# Modeling chocolate not what I want?



## maraar2 (Dec 16, 2007)

Since I've had no luck(yet) getting the white modeling choc. to work for me, I'm wondering if some other medium would suit my purposes... I'm looking for something with the properties of polymer clay, I need that same firmness and texture. Any advice?
Thanks=)


----------



## chefraz (May 10, 2007)

https://www.pastrychef.com/MODELING-...E_p_7-779.html this is what I use. by Cacao Barry.


----------



## maraar2 (Dec 16, 2007)

I have that... how are you using it exactly, please?


----------



## foodpump (Oct 10, 2005)

I'm serious now.

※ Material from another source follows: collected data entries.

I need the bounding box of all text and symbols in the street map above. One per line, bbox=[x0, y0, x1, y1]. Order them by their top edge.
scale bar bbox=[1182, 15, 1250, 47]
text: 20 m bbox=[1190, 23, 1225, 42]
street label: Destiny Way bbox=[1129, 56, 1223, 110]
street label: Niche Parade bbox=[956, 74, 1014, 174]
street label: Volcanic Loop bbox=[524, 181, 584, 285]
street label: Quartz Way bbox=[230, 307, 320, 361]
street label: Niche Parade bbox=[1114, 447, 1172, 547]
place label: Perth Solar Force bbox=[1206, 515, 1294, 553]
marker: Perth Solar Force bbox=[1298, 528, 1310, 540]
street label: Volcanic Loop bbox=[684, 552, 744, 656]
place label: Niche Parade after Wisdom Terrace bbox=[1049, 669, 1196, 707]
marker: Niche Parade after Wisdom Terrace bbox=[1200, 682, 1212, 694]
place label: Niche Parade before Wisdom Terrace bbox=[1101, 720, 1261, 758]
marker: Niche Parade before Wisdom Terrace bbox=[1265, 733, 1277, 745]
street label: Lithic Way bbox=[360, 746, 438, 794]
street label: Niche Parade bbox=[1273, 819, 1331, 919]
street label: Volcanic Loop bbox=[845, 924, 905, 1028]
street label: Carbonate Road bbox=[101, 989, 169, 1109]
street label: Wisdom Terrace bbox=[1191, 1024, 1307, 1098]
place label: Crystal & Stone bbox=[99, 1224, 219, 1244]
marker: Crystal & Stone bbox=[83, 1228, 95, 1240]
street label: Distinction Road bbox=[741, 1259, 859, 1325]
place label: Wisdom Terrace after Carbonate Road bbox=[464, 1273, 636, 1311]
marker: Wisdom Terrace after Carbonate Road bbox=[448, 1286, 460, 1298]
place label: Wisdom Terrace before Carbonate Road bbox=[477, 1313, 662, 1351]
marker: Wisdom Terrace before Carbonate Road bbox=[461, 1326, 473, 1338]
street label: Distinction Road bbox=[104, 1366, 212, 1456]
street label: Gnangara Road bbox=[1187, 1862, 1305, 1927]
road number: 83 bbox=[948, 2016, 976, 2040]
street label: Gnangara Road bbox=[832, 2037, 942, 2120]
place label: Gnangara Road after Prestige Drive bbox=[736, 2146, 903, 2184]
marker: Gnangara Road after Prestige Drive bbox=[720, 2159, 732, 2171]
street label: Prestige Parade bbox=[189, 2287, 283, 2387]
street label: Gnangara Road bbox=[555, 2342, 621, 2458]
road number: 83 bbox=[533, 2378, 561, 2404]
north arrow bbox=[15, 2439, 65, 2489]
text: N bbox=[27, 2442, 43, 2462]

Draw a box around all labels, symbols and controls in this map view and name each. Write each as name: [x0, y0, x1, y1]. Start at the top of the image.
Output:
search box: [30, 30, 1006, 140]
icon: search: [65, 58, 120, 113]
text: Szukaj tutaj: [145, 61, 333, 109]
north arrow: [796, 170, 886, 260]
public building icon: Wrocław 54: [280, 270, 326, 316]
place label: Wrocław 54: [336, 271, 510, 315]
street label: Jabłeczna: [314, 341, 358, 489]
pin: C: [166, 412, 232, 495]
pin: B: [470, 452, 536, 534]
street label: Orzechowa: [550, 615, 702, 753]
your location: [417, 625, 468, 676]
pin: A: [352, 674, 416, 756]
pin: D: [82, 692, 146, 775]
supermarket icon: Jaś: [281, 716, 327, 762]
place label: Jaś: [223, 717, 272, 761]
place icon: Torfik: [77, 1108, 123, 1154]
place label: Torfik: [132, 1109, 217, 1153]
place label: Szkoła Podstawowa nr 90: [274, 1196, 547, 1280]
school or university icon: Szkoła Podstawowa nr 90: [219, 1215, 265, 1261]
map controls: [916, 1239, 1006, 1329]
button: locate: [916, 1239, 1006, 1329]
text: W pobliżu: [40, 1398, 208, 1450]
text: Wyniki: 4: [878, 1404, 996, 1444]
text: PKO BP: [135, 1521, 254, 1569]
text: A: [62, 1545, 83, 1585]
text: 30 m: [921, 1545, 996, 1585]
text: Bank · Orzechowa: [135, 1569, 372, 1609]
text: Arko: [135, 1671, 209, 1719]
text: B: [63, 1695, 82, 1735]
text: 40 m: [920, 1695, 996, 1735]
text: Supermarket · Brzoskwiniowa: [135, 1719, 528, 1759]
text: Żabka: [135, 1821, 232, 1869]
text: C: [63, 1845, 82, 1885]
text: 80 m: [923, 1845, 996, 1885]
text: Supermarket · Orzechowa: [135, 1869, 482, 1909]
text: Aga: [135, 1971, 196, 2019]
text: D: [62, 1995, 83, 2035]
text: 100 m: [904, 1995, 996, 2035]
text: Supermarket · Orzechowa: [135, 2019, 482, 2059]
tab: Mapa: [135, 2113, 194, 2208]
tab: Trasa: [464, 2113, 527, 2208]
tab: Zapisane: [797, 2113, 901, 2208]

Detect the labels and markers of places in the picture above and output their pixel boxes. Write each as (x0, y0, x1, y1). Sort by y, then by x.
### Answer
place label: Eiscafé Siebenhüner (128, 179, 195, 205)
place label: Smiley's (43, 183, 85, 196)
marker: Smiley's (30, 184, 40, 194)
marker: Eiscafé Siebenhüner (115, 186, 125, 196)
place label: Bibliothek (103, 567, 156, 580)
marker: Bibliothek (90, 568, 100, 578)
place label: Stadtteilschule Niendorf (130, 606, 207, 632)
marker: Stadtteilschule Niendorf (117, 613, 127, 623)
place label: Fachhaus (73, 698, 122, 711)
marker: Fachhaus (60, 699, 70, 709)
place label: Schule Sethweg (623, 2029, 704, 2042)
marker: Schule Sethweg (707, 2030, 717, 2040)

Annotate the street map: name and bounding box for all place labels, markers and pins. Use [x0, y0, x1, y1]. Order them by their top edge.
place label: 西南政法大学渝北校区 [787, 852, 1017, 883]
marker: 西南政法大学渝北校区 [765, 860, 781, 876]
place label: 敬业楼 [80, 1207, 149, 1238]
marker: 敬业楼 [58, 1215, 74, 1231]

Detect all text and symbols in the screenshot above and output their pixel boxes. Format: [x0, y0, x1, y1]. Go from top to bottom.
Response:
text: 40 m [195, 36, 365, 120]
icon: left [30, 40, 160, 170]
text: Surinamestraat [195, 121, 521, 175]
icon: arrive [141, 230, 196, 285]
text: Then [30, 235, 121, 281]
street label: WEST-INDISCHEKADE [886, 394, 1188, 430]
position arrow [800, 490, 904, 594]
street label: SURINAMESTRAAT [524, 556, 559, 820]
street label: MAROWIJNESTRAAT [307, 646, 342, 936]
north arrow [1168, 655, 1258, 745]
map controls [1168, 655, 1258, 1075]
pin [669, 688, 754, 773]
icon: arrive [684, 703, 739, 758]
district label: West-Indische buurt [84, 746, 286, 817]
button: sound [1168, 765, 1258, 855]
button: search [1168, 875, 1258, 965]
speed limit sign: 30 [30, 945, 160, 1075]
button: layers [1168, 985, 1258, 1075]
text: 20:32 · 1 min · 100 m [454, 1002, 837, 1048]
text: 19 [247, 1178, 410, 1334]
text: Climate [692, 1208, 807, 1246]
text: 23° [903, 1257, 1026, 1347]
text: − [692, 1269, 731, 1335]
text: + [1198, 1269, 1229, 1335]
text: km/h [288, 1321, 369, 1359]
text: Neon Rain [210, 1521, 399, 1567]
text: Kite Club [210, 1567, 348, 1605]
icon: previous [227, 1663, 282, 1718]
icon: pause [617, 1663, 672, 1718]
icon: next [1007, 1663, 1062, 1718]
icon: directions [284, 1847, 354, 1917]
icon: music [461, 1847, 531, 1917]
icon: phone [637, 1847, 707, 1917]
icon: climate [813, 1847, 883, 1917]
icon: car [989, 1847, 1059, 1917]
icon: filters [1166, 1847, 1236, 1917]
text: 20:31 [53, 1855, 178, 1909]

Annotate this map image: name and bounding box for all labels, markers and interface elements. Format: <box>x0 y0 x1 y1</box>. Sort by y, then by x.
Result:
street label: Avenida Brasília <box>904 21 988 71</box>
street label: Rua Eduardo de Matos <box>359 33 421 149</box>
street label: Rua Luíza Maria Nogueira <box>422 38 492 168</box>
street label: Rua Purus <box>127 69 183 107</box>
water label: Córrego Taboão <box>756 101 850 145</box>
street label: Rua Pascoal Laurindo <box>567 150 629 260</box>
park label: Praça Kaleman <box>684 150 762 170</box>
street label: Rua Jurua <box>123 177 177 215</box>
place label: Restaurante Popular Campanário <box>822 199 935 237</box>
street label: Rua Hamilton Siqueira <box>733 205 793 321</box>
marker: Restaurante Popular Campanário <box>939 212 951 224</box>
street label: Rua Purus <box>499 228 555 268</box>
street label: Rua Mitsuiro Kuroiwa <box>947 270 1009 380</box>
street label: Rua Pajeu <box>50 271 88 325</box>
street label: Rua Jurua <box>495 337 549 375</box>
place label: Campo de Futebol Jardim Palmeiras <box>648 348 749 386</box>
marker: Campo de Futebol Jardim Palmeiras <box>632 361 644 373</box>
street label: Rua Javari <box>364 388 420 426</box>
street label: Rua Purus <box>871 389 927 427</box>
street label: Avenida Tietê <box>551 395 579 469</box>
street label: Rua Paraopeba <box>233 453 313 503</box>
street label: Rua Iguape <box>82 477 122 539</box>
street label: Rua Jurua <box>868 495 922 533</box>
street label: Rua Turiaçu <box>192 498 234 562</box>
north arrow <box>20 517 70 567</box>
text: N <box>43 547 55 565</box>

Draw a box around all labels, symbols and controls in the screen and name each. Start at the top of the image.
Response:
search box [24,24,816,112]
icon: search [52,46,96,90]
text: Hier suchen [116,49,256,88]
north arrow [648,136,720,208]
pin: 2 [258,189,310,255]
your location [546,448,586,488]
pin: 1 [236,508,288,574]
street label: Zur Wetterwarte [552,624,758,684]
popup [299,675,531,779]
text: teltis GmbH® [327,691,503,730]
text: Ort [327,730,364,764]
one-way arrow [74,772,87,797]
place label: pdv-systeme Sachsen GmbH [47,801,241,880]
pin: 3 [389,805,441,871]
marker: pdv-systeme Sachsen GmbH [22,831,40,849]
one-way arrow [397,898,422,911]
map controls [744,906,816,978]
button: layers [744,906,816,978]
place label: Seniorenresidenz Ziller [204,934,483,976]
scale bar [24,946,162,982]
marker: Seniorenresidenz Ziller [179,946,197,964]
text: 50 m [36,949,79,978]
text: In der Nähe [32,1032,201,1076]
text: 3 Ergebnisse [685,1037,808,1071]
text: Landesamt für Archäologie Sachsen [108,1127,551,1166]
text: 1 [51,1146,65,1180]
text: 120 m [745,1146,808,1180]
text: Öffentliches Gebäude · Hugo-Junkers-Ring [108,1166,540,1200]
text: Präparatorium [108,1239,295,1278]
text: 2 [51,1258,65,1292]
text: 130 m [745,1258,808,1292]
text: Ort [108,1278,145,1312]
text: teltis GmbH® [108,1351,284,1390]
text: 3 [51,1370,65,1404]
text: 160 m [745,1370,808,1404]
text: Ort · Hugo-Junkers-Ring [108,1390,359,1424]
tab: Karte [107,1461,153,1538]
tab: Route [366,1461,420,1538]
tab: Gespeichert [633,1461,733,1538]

Take regualr white couveture, chop it up coarsly and drop it into the food processor. Grind until it crumbles and starts to stick. Now take it out and knead.


----------



## maraar2 (Dec 16, 2007)

Thank you, foodpump, I will try that. How would you go about coloring it? Add paste color into the food processor? What if you on;y want to color small portions?(i.e. not enough to chop well in the food processor) Can I work the color in as I'm kneading it?


----------



## foodpump (Oct 10, 2005)

You still have to use a fat soluable colouring, any liquids in pure chocolate will seize up like cement. Chefrubber has some pre-mixed colours, specially made for chocolate in bottles that you can nuke, or you can get powdered colour that you mix with cocoa butter.


----------